Source data
________

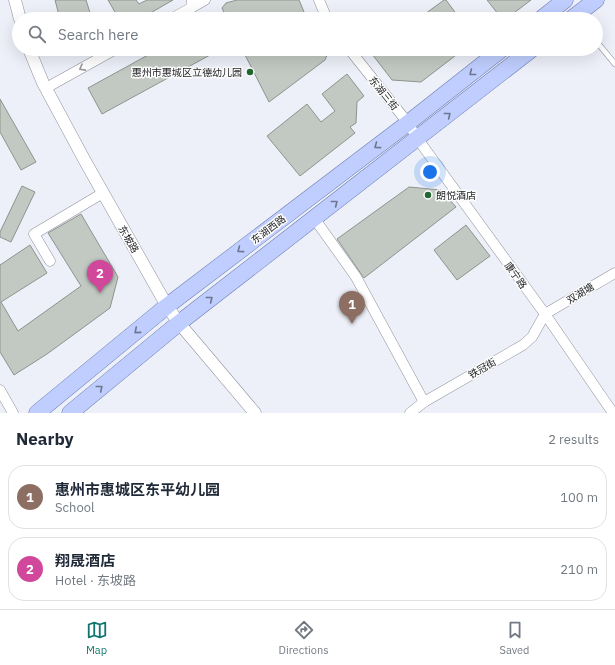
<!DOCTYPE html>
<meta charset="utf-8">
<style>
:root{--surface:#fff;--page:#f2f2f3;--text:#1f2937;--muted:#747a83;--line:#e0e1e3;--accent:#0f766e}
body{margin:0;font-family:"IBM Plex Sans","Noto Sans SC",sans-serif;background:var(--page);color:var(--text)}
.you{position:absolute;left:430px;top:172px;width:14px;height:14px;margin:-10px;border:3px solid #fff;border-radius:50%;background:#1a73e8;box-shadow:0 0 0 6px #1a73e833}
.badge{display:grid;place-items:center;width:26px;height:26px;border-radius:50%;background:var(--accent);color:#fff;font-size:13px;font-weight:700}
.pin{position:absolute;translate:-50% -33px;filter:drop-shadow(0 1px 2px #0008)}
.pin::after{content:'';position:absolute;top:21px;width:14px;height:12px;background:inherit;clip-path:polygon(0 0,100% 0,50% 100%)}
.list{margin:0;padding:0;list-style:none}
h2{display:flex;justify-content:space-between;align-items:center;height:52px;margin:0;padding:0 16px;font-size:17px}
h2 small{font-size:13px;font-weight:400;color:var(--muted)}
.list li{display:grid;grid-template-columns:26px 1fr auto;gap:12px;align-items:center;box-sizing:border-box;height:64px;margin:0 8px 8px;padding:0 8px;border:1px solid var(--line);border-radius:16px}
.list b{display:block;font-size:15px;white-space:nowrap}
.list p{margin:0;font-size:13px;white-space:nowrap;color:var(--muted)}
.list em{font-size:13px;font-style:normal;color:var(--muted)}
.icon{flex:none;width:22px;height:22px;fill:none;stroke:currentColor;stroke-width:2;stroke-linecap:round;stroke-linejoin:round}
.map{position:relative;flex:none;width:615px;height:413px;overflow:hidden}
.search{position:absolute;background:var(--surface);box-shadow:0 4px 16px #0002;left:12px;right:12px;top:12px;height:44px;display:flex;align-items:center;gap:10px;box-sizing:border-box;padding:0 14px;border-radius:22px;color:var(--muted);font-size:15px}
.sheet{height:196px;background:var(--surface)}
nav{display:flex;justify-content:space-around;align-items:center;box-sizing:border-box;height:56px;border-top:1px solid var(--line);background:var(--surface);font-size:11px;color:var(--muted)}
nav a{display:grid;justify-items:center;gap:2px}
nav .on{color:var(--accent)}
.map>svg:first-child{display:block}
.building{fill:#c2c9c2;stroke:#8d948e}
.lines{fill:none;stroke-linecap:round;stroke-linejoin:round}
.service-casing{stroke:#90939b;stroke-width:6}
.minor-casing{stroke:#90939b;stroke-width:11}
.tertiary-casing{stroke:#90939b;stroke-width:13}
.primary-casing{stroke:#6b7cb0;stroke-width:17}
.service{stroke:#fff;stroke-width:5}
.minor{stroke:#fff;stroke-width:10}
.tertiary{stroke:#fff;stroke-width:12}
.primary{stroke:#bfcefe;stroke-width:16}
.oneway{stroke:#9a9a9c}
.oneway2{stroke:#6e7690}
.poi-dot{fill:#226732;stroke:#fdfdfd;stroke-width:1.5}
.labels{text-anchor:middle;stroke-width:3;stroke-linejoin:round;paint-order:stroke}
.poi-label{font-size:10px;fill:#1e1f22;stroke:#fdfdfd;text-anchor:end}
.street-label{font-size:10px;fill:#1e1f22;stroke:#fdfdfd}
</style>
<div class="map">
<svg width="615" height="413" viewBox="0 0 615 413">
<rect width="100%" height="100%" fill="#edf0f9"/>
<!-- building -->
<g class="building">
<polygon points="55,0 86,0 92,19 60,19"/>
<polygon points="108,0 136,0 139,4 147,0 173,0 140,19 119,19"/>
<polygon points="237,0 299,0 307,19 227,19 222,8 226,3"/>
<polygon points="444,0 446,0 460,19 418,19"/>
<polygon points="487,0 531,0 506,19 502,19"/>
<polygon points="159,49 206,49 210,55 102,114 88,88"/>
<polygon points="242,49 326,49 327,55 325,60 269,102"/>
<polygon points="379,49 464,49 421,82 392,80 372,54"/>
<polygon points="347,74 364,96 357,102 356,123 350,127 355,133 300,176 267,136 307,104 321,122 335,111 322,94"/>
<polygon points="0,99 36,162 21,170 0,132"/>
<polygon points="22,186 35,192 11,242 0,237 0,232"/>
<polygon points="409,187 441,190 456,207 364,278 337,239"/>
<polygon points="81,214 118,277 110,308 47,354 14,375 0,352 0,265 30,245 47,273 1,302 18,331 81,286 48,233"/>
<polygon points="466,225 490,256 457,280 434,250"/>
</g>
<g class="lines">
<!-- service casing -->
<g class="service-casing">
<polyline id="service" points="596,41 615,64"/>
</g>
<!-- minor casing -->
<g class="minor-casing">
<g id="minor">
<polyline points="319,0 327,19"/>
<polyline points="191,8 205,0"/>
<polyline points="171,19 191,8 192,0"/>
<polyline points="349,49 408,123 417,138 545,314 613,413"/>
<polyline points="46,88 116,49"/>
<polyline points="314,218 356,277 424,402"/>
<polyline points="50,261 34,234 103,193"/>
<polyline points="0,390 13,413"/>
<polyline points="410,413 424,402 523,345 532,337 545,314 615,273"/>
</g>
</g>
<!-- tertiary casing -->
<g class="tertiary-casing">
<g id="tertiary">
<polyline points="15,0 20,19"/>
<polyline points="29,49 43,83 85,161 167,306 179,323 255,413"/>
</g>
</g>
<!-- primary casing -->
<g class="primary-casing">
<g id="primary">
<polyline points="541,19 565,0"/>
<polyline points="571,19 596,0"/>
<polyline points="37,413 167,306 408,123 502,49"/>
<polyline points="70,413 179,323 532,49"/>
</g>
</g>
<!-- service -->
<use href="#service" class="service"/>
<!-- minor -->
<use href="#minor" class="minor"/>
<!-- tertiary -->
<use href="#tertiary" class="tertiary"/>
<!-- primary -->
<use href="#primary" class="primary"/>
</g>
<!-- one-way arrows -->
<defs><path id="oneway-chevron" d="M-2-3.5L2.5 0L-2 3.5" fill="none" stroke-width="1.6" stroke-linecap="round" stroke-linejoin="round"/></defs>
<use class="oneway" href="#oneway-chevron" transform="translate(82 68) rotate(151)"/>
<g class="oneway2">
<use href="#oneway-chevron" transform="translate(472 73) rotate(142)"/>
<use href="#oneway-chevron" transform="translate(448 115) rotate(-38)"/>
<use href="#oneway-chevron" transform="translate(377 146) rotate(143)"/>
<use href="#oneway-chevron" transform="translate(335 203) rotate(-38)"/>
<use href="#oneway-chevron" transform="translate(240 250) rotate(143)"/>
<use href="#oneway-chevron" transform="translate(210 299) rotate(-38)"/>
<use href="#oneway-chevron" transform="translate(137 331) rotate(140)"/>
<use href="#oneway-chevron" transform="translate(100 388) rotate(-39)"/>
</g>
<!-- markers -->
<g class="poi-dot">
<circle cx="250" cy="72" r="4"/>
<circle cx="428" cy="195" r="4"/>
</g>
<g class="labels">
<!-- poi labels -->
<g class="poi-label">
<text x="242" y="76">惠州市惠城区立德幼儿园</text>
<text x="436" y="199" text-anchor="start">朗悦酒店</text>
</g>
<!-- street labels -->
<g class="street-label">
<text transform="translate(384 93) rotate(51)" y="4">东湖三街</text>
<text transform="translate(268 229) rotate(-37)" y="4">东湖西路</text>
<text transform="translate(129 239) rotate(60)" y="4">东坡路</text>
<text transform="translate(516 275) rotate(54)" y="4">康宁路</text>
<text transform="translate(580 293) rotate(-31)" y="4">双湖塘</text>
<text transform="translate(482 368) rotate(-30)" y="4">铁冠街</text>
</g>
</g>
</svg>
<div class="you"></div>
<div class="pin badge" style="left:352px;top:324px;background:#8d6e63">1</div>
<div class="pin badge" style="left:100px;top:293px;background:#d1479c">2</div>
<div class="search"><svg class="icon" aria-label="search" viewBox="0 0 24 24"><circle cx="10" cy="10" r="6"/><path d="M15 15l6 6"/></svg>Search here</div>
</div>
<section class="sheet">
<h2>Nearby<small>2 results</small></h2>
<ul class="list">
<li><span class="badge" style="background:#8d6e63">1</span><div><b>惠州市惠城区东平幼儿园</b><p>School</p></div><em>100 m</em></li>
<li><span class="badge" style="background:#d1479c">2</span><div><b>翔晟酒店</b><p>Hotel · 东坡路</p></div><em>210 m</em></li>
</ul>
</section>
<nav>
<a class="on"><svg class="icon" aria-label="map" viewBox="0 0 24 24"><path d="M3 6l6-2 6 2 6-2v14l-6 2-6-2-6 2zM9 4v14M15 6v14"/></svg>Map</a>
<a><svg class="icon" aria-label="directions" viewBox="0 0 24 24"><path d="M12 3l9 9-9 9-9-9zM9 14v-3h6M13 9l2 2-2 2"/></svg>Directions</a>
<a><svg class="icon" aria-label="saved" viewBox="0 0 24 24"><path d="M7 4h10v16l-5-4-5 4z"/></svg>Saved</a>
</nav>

________

Action item:
Would you copy all lines in the records where the string "solid" appears?

Solution to this exercise:
.you{position:absolute;left:430px;top:172px;width:14px;height:14px;margin:-10px;border:3px solid #fff;border-radius:50%;background:#1a73e8;box-shadow:0 0 0 6px #1a73e833}
.list li{display:grid;grid-template-columns:26px 1fr auto;gap:12px;align-items:center;box-sizing:border-box;height:64px;margin:0 8px 8px;padding:0 8px;border:1px solid var(--line);border-radius:16px}
nav{display:flex;justify-content:space-around;align-items:center;box-sizing:border-box;height:56px;border-top:1px solid var(--line);background:var(--surface);font-size:11px;color:var(--muted)}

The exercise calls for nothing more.